### WHAT YOU HAVE TO DO
From the entries below, list each line with "grid".

***** DATA

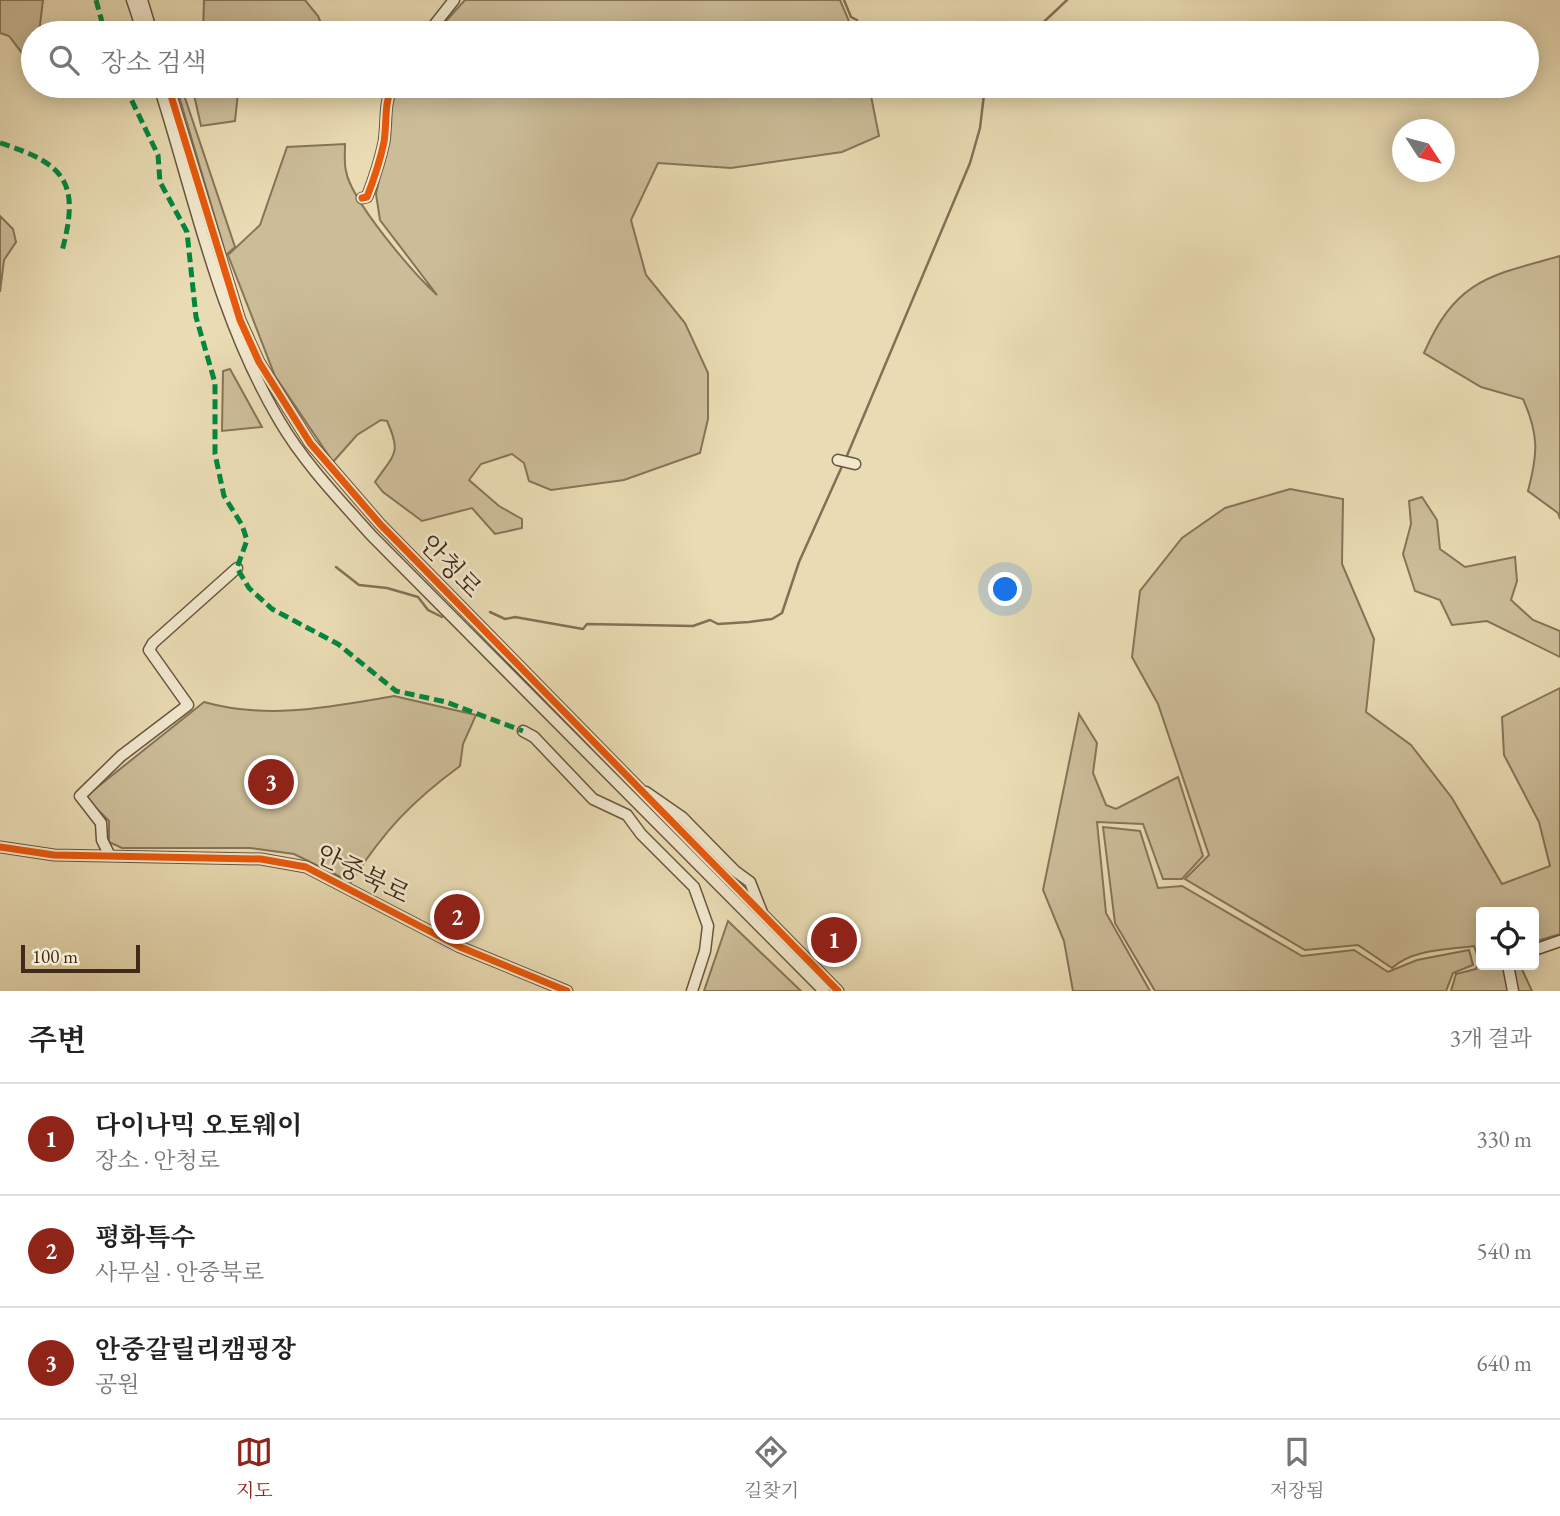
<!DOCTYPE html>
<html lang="ko">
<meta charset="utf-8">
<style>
:root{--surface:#fff;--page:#f2f2f2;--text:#222;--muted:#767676;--line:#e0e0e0;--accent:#8f2418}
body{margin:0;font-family:"EB Garamond","Noto Serif KR",serif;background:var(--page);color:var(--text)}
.controls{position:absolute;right:21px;bottom:21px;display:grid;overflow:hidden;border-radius:7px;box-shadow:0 4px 18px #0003}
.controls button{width:63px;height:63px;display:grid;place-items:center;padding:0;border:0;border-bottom:2px solid var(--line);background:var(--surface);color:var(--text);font:35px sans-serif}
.compass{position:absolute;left:1392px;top:119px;width:63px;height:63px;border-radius:50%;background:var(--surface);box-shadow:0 4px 18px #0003;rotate:126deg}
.scale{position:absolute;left:21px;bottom:18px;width:119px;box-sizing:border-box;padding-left:7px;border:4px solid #402a18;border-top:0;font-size:19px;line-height:24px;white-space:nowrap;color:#402a18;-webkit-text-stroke:5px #f1e8ce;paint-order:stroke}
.you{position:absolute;left:1006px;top:590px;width:24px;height:24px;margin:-18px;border:5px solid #fff;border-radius:50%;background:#1a73e8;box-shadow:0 0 0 10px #1a73e833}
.badge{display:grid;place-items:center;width:46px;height:46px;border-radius:50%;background:var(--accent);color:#fff;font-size:23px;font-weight:700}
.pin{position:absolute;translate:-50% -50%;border:4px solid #fff;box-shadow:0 2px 7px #0006}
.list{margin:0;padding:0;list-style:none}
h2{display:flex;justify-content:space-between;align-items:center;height:91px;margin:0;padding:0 28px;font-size:30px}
h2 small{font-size:23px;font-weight:400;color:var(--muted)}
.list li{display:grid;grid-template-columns:46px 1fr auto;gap:21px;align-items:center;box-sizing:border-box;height:112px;padding:0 28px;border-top:2px solid var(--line)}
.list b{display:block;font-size:26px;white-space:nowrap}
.list p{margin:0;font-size:23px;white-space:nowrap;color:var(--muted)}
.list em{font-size:23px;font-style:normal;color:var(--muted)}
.icon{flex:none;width:38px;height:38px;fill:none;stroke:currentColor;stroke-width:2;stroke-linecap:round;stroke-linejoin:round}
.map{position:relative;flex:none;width:1560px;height:991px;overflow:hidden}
.search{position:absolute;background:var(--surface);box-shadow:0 4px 18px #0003;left:21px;right:21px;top:21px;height:77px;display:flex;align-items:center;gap:18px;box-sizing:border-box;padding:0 24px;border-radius:38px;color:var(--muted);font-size:26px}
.sheet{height:427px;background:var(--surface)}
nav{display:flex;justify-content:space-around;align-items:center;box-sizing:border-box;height:98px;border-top:2px solid var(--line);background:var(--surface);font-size:19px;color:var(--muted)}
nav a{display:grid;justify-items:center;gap:4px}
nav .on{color:var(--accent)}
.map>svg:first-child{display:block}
</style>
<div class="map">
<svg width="1560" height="991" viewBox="0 0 1560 991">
<rect width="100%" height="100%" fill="#e9dbb3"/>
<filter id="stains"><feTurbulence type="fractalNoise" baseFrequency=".00286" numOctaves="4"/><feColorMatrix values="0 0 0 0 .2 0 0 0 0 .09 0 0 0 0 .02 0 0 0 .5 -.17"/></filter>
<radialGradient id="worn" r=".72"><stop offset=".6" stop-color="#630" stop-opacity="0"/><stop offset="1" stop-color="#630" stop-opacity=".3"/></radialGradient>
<path fill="#ccbd99" stroke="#867458" stroke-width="2" d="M0,0H43L39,33H33V50L22,53L9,36L0,33Z
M204,0H305L318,16L325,33H203Z
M465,0H840L854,33H435Z
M176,86H181L235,247L226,255Z
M192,86H342V95L238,93L235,121L201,126Z
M396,86H869L879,136L842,152L731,168L658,163L631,220L646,275L685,323L708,373V419L700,453L624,480L551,490L529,481L524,463L512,454L481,464L469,480L499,506L522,519V528L495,534L472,508L422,521L383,492L375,482C394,454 402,454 387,421L381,420L357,435L333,462L275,376L228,255L260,225L287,147L345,144C345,153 344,163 346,171C351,201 414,274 437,295L380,220L376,194L387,141L390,98Z
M0,216L13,229L16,242L4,260L0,292Z
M1560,256V519L1558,513L1528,491C1538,453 1539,435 1523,399L1481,387L1424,353C1456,280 1488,276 1560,256Z
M230,369L262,427L222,431L223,371Z
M1290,489L1343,499L1342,564L1374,639L1366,712L1411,745L1452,798L1502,884L1550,866L1539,822L1504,755L1502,717L1560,688V934L1534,942V912H1481V965H1520L1532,991H1451L1456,974L1476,969L1479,960L1474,946C1447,950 1413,949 1392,968L1358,945L1305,950L1185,879L1209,855L1158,704L1132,657L1140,591L1182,538L1225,508Z
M1422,497L1437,520L1440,549L1465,567L1515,557L1517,581L1511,600L1533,620L1560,631V657L1487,621L1452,625L1440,600L1415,591L1403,554L1411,524L1409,501Z
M394,696L476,715L463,744L460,766C411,802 384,831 351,882L294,854L250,848H122L109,842V821L85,797L204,702C267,720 330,707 394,696Z
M1079,714L1097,743L1093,773L1106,805L1116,809L1178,777L1203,856L1182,879H1163L1143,824L1097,822L1106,913L1150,991H1073L1064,941L1043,890Z
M1103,827L1140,831L1158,888L1182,886L1302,956L1354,950L1388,972L1417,960L1469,950L1473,965L1453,973L1446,991H1155L1115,923Z
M728,921L801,991H704Z"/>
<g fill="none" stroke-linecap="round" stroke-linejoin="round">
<path stroke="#837055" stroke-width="2.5" d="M844,0L851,17L857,20
M870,24L895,33
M1032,33L1067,0
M846,458L970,163L980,128L985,86
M336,567L359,585L387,588L418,597L428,610L442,617
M490,612L505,619L515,617L583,629L587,624L693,626L710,620L718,624L749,622L772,619L782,613L799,562L843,464"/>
<defs>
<path id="minor" d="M132,0L143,33
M142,0L152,33
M428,33L454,0
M159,86C195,199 218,317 279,420C304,463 339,499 372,536L824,991
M168,86L240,320L259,362L310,443L380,524L838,991
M362,198L367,197C374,179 380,161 384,142C387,122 384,104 392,86
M838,460L855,464
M523,731L534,737L593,799L627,815L641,834L694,887L708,926L705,951L692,991
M646,792L682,817L735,871L750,882L763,915
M0,847L54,855L261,859L306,867L460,947L567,991
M110,856L102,840L101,823L80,796L121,756L188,705L149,650L153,643L237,568
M1534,950L1560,941
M1508,965L1513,991"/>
</defs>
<use href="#minor" stroke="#6a563f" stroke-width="13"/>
<use href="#minor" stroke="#f1e8ce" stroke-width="10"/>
<path stroke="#00873e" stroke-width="5" stroke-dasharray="10 5" stroke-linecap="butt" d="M96,0L105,33
M128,86L130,97L158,155L160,182L187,232L196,317L215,383V454L224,496L242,525L247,540L237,568L249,588L272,609L338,644L396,691L446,702L523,731
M0,143C67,164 80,184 62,251"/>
<defs>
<path id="cycleway" d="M168,86L240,320L259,362L310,443L380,524L838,991
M362,198L367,197C374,179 380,161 384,142C387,122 384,104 392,86
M0,847L54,855L261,859L306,867L460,947L567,991"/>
</defs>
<use href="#cycleway" stroke="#f1e8ce" stroke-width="11"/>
<use href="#cycleway" stroke="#e8590c" stroke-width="7"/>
</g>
<g text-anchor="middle" stroke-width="5" stroke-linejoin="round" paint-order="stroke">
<g font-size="26" fill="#402a18" stroke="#f1e8ce">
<text transform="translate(451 566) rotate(46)" y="9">안청로</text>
<text transform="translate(363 874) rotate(26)" y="9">안중북로</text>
</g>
</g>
<rect width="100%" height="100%" filter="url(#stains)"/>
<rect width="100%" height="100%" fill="url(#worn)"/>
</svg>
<div class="controls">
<button><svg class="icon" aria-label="locate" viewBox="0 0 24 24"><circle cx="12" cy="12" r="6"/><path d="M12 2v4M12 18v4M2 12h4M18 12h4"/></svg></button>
</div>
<svg class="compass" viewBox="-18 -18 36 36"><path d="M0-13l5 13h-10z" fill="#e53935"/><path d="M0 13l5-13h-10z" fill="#767676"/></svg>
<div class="scale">100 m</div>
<div class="you"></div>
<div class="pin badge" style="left:834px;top:940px">1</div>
<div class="pin badge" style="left:457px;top:917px">2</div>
<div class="pin badge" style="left:271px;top:782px">3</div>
<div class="search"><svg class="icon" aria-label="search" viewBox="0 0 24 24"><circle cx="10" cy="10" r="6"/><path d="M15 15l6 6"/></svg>장소 검색</div>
</div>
<section class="sheet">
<h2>주변<small>3개 결과</small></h2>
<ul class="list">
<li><span class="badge">1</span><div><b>다이나믹 오토웨이</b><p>장소 · 안청로</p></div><em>330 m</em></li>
<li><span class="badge">2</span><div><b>평화특수</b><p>사무실 · 안중북로</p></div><em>540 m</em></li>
<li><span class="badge">3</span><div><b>안중갈릴리캠핑장</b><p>공원</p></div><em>640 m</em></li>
</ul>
</section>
<nav>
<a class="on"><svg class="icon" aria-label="map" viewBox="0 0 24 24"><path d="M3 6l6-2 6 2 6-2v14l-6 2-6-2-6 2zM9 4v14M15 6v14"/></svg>지도</a>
<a><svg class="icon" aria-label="directions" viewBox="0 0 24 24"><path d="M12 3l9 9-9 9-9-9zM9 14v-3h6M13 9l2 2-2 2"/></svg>길찾기</a>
<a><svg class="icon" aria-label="saved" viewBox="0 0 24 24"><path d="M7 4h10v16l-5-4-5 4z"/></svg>저장됨</a>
</nav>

**********

### OUTPUT OF THE EXERCISE
.controls{position:absolute;right:21px;bottom:21px;display:grid;overflow:hidden;border-radius:7px;box-shadow:0 4px 18px #0003}
.controls button{width:63px;height:63px;display:grid;place-items:center;padding:0;border:0;border-bottom:2px solid var(--line);background:var(--surface);color:var(--text);font:35px sans-serif}
.badge{display:grid;place-items:center;width:46px;height:46px;border-radius:50%;background:var(--accent);color:#fff;font-size:23px;font-weight:700}
.list li{display:grid;grid-template-columns:46px 1fr auto;gap:21px;align-items:center;box-sizing:border-box;height:112px;padding:0 28px;border-top:2px solid var(--line)}
nav a{display:grid;justify-items:center;gap:4px}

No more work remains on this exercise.